Quelques jours plus tôt, la presse avait remarqué, parmi le petit groupe entourant le couple présidentiel, la présence d'Agnès Cromback, présidente du joaillier Tiffany-France, et de Mathilde et Roberto Agostinelli. Mme Agostinelli, responsable de la communication de Prada-France, est une intime de Cécilia Sarkozy. Elle est aussi la belle-sœur de Pierre-Jérôme Hénin, le porte-parole adjoint de l'Elysée. C'est son mari, un banquier d'affaires qui a travaillé un temps pour la banque Lazard, que M.Sarkozy a parfois présenté comme "son ami italien" aux journalistes qui les croisaient ensemble à Wolfeboro.

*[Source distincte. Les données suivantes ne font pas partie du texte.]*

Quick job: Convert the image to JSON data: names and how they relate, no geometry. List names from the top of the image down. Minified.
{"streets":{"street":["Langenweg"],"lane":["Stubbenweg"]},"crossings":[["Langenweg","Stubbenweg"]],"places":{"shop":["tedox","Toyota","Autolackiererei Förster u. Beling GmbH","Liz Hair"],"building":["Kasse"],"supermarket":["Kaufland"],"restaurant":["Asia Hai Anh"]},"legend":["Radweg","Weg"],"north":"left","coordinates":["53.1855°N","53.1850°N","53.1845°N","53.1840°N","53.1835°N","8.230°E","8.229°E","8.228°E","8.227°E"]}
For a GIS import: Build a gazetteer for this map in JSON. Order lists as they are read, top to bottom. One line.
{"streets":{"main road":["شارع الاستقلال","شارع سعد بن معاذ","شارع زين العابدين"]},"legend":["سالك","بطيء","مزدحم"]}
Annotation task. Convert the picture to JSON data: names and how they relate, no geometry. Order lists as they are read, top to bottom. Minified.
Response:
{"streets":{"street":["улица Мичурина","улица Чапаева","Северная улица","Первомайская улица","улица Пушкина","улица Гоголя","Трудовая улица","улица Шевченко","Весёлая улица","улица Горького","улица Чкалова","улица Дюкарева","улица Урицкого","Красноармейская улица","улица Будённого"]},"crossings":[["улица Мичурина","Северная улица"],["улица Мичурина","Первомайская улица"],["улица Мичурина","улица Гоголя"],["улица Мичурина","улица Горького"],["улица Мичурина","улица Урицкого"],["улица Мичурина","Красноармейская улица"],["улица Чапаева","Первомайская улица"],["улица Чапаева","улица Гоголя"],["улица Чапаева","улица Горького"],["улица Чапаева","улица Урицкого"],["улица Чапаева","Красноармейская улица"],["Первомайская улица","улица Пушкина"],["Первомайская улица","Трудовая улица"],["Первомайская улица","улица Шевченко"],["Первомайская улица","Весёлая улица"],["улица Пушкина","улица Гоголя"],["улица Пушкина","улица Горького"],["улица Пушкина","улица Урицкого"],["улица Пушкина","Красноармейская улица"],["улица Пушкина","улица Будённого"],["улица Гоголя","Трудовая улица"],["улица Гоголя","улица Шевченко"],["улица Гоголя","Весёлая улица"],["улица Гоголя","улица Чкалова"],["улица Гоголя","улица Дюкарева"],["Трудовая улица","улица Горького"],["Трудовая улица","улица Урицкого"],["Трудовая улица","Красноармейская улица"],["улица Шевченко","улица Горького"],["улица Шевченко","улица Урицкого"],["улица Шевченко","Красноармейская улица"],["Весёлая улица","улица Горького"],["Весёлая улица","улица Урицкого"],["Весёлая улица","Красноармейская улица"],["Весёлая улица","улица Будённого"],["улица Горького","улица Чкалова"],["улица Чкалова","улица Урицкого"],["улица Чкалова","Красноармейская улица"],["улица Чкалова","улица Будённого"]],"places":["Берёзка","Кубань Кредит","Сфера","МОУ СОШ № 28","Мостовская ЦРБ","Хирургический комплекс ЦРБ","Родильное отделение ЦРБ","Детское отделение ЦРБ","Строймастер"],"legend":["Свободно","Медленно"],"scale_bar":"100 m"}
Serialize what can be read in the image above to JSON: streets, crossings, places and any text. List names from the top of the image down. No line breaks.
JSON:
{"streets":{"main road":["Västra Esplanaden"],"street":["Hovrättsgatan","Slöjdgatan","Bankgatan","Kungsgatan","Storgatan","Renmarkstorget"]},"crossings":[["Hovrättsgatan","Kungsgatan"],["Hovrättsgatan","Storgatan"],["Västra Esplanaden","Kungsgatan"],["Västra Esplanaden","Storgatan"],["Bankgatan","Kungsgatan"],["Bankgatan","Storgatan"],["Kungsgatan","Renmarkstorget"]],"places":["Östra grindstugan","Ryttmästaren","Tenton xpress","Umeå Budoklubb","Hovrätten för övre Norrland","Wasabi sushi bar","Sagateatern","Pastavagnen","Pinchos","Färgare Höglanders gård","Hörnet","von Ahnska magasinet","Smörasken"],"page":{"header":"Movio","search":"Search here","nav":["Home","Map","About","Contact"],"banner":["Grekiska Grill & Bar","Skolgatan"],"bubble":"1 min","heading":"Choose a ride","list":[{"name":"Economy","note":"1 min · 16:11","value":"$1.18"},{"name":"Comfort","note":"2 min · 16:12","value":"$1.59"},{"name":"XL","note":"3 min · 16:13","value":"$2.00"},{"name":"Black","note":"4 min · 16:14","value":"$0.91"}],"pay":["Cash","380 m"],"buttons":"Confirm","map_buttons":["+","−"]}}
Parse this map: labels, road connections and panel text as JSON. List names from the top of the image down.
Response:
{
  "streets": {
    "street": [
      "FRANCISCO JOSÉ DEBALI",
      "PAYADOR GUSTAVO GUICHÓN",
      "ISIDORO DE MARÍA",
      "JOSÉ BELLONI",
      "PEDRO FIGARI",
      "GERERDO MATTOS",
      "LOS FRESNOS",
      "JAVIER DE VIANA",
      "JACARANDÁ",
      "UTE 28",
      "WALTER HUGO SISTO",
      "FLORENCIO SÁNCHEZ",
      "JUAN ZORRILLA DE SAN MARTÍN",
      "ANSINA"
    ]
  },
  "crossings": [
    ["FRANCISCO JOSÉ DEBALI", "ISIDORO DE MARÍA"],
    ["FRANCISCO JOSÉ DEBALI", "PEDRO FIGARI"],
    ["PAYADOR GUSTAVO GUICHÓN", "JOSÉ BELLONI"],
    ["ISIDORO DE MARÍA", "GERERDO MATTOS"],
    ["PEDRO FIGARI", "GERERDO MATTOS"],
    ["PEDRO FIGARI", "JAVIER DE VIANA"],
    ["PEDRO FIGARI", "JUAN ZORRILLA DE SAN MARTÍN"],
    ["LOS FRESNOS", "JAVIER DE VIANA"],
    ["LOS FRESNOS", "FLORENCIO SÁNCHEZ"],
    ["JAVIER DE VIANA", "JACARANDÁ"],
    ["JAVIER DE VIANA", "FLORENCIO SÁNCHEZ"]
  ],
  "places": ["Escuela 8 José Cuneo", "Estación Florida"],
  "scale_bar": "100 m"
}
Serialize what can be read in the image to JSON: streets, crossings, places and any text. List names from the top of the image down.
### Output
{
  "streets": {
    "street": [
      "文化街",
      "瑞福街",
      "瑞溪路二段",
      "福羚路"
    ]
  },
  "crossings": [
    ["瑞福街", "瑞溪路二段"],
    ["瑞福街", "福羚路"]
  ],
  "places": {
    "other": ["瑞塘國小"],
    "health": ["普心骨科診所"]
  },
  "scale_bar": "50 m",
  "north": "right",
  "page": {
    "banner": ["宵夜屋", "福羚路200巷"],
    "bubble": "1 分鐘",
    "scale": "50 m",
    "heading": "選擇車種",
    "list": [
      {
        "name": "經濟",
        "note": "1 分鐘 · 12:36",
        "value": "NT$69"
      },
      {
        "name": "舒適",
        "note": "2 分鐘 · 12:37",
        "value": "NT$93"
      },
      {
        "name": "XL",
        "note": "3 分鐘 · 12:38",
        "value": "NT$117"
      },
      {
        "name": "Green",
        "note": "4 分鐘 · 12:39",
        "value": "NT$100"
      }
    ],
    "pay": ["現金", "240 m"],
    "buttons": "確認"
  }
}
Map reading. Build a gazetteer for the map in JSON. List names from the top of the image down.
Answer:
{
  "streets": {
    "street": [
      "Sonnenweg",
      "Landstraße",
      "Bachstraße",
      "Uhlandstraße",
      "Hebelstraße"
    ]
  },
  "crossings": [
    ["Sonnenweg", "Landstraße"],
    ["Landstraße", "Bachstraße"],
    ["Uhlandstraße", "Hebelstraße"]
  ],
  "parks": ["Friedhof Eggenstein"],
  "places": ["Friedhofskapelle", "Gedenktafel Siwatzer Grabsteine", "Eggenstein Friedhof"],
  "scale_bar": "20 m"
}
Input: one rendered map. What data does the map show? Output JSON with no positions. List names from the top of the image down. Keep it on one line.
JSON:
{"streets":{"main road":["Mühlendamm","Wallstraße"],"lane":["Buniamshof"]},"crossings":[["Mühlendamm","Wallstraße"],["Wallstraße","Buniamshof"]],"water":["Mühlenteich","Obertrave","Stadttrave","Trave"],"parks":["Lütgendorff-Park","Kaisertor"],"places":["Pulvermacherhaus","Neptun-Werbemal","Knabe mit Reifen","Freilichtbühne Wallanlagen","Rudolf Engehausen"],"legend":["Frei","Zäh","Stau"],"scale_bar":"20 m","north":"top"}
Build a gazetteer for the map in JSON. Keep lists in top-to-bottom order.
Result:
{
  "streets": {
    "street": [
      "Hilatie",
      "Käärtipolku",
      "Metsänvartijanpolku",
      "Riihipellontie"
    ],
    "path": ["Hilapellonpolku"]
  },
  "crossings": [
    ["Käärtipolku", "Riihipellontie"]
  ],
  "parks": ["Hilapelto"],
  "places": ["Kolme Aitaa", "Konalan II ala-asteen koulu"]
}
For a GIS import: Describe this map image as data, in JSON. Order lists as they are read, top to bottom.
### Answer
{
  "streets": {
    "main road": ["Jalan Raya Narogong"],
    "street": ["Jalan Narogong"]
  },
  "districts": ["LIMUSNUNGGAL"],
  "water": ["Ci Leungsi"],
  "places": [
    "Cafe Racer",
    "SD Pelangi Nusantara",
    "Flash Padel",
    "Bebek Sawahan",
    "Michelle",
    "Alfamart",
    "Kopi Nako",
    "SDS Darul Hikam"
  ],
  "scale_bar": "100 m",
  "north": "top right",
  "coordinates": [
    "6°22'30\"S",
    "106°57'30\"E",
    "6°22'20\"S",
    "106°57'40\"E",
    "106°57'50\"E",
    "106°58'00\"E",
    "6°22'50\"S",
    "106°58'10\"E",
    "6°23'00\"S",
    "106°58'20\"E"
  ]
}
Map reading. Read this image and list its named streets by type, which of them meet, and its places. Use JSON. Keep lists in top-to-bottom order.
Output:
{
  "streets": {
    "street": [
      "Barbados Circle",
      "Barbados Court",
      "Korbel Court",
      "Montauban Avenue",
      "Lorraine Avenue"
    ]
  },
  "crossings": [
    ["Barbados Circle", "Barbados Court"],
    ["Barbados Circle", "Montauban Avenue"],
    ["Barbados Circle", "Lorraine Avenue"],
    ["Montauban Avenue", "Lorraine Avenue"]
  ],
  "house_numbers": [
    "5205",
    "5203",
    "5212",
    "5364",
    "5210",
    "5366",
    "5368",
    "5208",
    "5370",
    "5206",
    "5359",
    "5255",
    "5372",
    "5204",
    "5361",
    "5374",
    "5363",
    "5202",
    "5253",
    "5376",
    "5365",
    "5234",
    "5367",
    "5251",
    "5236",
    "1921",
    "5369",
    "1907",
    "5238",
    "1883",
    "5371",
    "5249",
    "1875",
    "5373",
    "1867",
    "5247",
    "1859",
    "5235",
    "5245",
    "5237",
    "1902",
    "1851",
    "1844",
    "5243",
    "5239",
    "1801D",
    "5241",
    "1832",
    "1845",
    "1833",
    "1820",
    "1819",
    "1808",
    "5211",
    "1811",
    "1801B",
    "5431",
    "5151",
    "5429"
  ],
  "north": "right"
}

Les Agostinelli vivent entre Paris et New York. Ils étaient déjà présents lors de la fête donnée au restaurant Le Fouquet's par le couple Sarkozy, le soir de l'élection présidentielle, puis lors d'un week-end au fort de Brégançon, résidence réservée aux chefs d'Etat français. Ce sont eux qui ont eu l'idée de louer la maison, dans cette petite station d'une élégance très "bostonienne". Wolfeboro est habituellement prisée par la bourgeoisie de la côte Est des Etats-Unis, qui aime y passer l'été et surtout l'hiver parce qu'on peut y skier et patiner sur les chapelets de lac qui s'étendent jusqu'à l'océan Atlantique.
"Il n'y a pas de mystère, je n'ai rien à cacher, assure le président français. Mais je trouve infernal d'avoir eu sans cesse, en face du ponton de la maison, des bateaux couverts de photographes." De fait, jamais congés d'un président de la Ve République n'auront été aussi épiés. Jamais non plus un chef de l'Etat français ne se sera autant montré. Mais tout se passe comme si Nicolas Sarkozy voulait pouvoir à la fois occuper l'espace médiatique lorsqu'il le juge nécessaire et, lorsque cela lui convient, cacher son mode de vie à la curiosité de l'opinion.
Ce n'est qu'incidemment que les photographes américains ont donc saisi, sans d'ailleurs l'identifier tout de suite, la ministre de la justice, Rachida Dati, sur le bateau emmenant les Sarkozy et leurs amis en balade sur le lac – confirmant ainsi les relations privilégiées que la garde des sceaux entretient avec le couple. On avait également signalé la présence d'Henri Proglio, PDG de Veolia, mais c'était une erreur. Le patron de l'entreprise de services aux collectivités a dû publier un communiqué pour démentir sa présence.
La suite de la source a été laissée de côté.